Dataset entries:

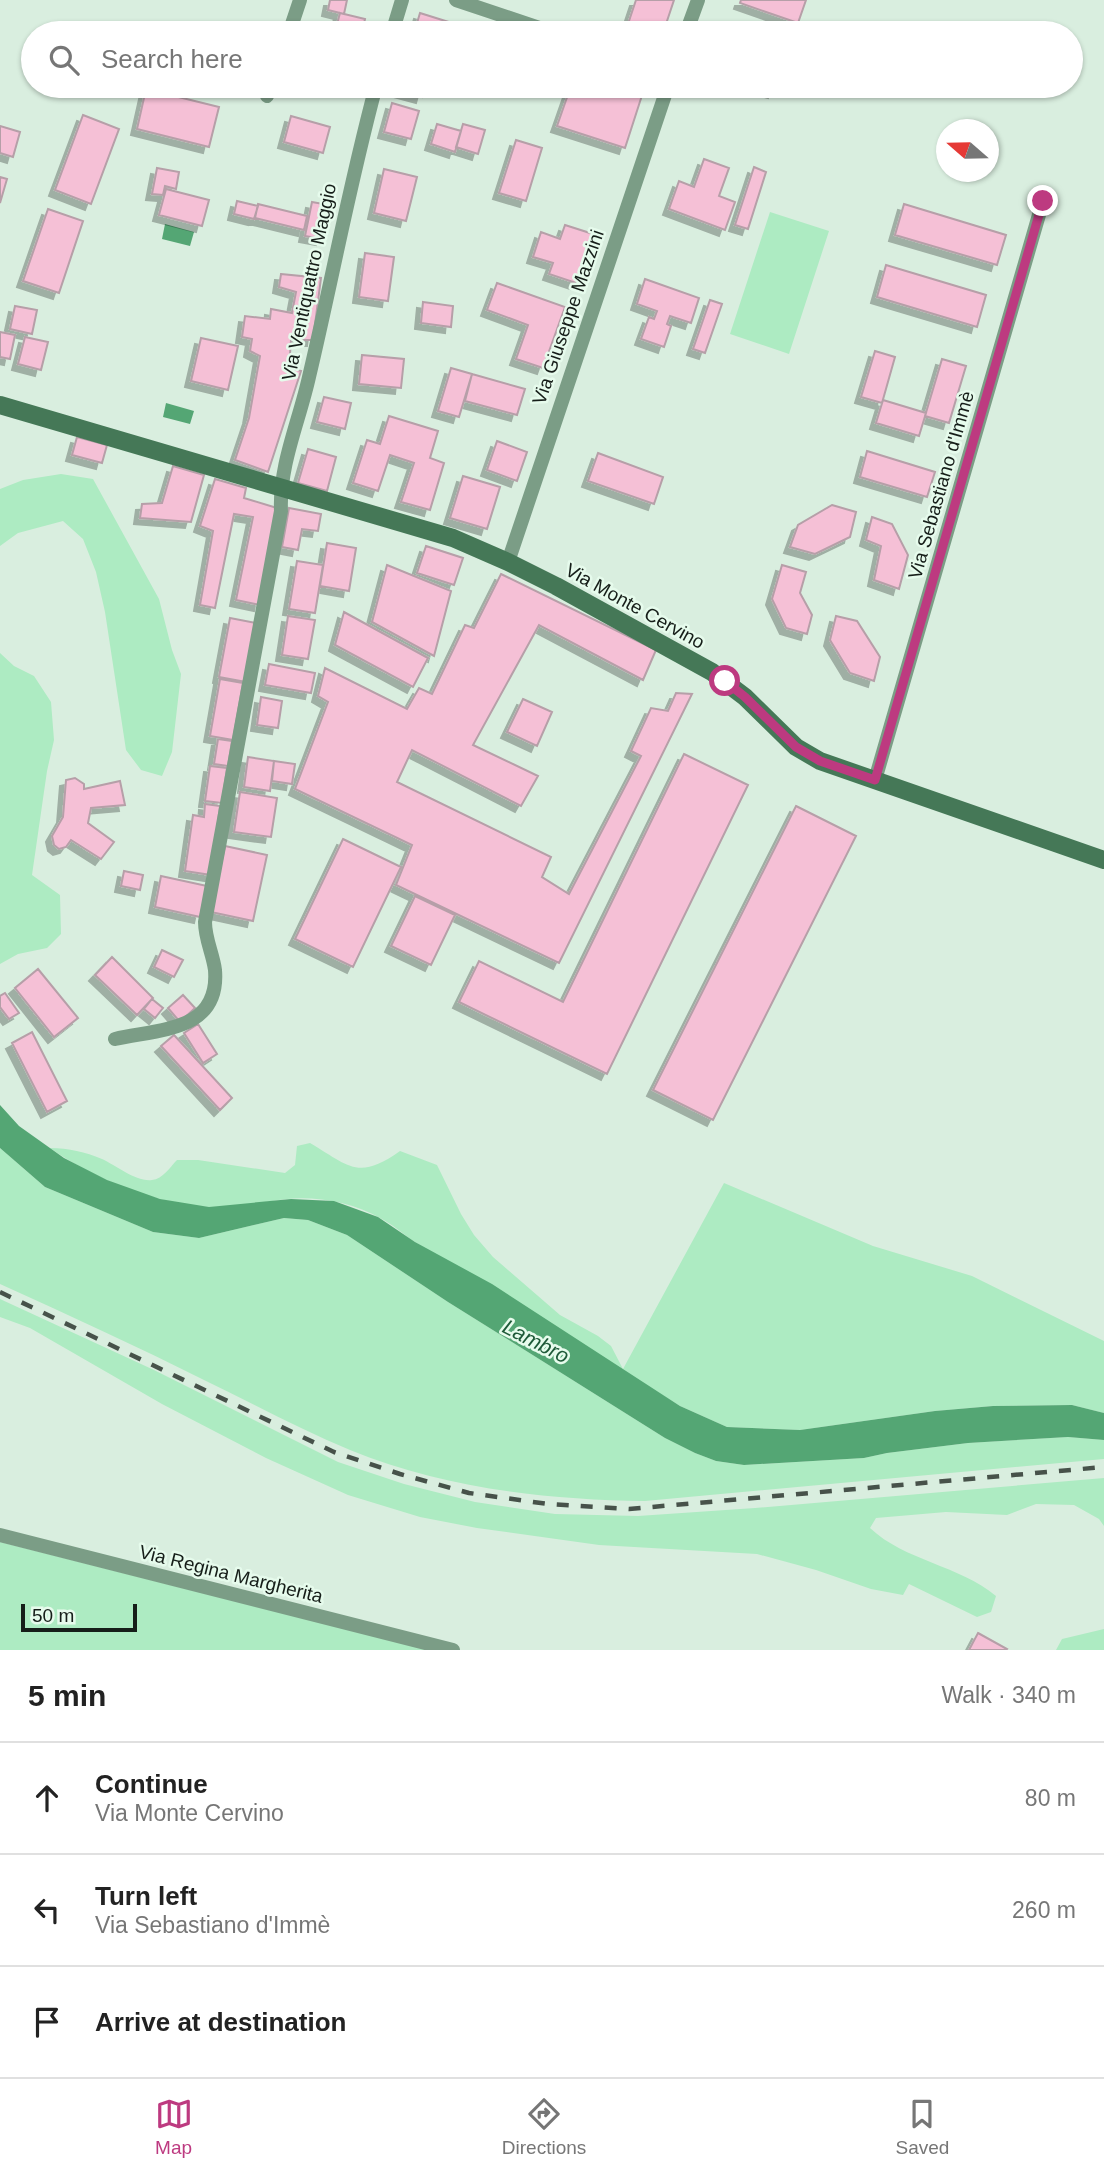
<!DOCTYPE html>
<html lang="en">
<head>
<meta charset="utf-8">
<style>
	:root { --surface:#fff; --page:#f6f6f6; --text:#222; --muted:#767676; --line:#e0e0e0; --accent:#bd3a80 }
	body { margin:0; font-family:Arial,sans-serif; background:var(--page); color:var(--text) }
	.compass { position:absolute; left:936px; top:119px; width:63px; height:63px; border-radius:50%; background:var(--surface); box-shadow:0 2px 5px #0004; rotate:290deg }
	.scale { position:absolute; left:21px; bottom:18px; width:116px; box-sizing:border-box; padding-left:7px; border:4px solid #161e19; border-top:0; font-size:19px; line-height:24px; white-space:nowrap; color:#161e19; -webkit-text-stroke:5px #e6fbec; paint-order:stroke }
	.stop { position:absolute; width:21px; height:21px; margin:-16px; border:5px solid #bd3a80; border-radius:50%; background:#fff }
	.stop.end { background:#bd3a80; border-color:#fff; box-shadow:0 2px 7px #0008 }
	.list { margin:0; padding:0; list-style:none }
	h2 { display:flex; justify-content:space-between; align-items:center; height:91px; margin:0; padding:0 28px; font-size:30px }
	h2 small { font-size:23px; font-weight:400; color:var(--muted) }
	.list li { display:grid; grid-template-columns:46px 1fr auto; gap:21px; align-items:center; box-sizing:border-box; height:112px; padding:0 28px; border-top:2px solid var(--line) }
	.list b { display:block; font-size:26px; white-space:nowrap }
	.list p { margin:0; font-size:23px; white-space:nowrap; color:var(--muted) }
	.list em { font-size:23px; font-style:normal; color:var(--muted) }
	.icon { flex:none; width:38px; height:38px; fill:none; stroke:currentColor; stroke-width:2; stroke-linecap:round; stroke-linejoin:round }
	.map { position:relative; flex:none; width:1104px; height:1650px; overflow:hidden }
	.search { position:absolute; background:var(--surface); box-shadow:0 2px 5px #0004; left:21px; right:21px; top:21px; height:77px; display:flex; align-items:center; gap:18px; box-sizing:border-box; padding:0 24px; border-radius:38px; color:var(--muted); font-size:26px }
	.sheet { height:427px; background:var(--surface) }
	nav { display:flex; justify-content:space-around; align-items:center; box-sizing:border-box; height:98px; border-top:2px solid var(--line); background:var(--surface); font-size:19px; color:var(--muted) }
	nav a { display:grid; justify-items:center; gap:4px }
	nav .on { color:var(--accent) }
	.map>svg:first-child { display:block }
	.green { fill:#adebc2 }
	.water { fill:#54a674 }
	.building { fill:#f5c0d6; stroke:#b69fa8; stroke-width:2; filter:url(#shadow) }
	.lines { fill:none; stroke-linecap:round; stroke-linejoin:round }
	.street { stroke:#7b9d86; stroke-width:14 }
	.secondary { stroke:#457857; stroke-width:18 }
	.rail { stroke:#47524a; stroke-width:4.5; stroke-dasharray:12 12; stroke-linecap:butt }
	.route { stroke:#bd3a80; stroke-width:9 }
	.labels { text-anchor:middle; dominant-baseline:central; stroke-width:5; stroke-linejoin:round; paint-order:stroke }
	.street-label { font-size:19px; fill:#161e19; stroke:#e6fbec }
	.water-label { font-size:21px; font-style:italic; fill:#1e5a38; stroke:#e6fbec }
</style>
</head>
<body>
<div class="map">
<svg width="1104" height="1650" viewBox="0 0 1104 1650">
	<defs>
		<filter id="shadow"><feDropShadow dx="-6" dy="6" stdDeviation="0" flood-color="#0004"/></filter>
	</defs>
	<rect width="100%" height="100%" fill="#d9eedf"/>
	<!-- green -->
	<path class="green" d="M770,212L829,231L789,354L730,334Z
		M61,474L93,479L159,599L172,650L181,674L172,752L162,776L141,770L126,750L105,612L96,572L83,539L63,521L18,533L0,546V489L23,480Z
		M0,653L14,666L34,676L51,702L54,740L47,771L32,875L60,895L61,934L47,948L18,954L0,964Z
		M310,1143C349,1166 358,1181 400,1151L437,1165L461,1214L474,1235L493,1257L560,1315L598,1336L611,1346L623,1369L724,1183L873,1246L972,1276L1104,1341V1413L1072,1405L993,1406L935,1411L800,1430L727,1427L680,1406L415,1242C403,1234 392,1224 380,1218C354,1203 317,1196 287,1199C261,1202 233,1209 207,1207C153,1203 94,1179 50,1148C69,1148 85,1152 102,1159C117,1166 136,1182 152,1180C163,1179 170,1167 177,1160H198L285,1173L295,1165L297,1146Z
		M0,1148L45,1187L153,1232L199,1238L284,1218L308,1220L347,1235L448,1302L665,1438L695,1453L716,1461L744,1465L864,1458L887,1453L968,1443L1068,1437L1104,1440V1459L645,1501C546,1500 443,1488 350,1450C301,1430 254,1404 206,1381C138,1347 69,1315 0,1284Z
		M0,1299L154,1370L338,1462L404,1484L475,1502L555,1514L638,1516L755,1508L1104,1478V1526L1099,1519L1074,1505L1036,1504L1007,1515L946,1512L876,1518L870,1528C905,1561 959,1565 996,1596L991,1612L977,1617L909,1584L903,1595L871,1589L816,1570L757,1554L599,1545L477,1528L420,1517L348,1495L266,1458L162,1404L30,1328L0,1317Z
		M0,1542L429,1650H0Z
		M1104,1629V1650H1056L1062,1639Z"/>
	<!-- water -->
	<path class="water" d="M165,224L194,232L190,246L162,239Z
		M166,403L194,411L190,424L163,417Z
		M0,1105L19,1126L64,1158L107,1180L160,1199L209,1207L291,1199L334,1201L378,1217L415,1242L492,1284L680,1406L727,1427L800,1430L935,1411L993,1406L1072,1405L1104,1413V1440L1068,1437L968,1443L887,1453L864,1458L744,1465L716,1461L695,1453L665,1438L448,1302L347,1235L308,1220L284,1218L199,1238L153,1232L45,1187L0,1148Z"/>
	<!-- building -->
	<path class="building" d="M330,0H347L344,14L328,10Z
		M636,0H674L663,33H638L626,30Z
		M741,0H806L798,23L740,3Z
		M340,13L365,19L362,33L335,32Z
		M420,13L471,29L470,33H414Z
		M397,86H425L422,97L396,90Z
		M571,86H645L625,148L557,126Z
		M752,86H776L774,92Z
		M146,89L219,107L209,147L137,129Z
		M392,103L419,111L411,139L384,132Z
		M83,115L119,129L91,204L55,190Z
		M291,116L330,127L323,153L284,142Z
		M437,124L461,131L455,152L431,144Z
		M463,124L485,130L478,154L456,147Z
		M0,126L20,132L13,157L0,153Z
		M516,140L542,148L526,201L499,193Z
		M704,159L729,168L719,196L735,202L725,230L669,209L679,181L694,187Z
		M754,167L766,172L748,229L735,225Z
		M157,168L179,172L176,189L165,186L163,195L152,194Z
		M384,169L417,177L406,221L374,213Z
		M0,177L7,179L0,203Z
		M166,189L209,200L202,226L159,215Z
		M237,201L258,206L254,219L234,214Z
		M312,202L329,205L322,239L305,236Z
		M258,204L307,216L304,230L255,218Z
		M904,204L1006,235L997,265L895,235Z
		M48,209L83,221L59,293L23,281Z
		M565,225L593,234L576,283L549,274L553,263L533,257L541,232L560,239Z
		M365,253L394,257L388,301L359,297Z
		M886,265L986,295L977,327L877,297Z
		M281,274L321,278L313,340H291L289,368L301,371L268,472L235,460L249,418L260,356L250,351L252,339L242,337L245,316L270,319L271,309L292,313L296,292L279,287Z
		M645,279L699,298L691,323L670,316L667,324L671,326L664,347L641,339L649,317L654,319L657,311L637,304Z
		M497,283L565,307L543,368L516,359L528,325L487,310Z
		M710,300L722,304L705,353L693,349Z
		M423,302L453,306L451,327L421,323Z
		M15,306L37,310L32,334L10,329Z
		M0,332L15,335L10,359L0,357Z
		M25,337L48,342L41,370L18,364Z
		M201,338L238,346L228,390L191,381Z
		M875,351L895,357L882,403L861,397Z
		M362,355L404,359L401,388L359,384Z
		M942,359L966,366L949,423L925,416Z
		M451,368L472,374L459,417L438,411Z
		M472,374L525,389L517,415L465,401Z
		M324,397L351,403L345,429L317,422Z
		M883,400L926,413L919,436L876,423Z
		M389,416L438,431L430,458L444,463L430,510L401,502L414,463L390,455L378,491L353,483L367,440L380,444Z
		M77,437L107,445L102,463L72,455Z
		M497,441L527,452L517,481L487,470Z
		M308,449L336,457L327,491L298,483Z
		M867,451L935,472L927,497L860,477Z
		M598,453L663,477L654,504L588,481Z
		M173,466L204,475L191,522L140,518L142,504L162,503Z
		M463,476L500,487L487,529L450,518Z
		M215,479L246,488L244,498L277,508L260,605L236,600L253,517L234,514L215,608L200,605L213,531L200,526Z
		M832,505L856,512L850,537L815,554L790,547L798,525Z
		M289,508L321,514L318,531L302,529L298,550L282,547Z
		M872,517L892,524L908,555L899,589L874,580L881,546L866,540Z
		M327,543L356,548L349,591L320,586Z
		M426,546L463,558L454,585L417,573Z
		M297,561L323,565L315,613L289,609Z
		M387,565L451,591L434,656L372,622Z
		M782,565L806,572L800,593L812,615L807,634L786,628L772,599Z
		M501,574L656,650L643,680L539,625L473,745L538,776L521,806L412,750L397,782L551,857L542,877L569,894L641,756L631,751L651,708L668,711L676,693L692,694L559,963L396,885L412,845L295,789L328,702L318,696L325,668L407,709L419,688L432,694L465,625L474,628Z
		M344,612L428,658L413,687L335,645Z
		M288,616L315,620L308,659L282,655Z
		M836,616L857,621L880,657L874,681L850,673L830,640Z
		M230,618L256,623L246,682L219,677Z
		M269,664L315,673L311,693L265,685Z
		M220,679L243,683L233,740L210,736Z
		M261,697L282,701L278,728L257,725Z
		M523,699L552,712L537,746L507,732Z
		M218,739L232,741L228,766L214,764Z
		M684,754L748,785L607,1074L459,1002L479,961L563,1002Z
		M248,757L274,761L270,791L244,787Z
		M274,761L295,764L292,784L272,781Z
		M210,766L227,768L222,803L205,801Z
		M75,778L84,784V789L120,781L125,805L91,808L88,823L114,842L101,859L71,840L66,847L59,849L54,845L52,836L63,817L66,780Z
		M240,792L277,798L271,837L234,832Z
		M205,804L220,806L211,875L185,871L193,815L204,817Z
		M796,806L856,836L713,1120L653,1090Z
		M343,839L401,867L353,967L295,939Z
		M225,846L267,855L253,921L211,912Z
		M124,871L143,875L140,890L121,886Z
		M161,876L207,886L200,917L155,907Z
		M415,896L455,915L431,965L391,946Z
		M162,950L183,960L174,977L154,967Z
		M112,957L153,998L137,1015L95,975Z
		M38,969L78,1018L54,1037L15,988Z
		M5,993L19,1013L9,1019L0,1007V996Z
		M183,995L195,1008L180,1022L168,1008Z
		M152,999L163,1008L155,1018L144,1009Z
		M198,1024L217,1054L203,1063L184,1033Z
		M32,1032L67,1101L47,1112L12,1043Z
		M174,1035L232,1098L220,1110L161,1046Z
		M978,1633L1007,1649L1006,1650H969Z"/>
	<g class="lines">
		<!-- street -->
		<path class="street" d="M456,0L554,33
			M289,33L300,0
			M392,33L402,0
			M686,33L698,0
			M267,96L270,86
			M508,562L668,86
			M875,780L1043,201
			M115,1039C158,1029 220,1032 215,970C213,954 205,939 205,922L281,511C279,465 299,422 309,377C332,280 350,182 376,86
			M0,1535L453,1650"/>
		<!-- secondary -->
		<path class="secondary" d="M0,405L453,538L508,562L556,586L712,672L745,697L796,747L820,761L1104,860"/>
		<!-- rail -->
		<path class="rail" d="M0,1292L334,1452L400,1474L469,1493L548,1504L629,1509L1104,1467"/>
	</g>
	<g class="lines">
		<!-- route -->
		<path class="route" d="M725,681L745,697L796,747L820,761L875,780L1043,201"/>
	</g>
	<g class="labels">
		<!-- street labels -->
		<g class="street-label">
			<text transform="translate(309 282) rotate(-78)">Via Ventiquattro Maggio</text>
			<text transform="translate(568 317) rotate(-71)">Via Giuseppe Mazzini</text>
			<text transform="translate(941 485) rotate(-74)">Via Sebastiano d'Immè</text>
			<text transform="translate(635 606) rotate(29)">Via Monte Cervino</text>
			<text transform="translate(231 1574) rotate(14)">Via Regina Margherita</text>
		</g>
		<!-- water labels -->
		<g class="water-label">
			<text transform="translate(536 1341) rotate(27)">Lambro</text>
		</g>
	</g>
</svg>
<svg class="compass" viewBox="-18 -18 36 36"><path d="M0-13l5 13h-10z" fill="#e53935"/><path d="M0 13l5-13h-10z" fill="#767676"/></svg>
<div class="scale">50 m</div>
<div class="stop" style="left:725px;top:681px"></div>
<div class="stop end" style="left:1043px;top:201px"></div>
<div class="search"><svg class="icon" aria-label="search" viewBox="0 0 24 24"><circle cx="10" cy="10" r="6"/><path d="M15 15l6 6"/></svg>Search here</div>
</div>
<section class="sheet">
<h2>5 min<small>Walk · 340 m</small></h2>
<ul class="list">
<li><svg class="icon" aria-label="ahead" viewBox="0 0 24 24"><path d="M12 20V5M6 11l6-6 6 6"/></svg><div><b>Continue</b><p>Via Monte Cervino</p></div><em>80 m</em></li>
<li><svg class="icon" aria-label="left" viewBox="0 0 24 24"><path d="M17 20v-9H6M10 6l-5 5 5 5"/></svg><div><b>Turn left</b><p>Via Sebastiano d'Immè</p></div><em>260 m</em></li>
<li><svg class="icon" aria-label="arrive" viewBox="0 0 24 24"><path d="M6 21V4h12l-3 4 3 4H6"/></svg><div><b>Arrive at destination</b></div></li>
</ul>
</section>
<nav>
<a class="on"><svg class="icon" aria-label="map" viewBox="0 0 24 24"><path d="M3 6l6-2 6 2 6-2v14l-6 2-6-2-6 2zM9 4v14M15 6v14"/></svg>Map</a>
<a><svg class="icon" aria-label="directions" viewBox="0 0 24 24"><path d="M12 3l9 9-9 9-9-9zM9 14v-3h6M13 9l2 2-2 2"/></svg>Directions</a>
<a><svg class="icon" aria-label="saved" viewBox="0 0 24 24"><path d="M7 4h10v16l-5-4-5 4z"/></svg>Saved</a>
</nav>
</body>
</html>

Task directions: Which of the lines above hold the string "compass"? Pick each of them out.

Answer to the exercise:
	.compass { position:absolute; left:936px; top:119px; width:63px; height:63px; border-radius:50%; background:var(--surface); box-shadow:0 2px 5px #0004; rotate:290deg }
<svg class="compass" viewBox="-18 -18 36 36"><path d="M0-13l5 13h-10z" fill="#e53935"/><path d="M0 13l5-13h-10z" fill="#767676"/></svg>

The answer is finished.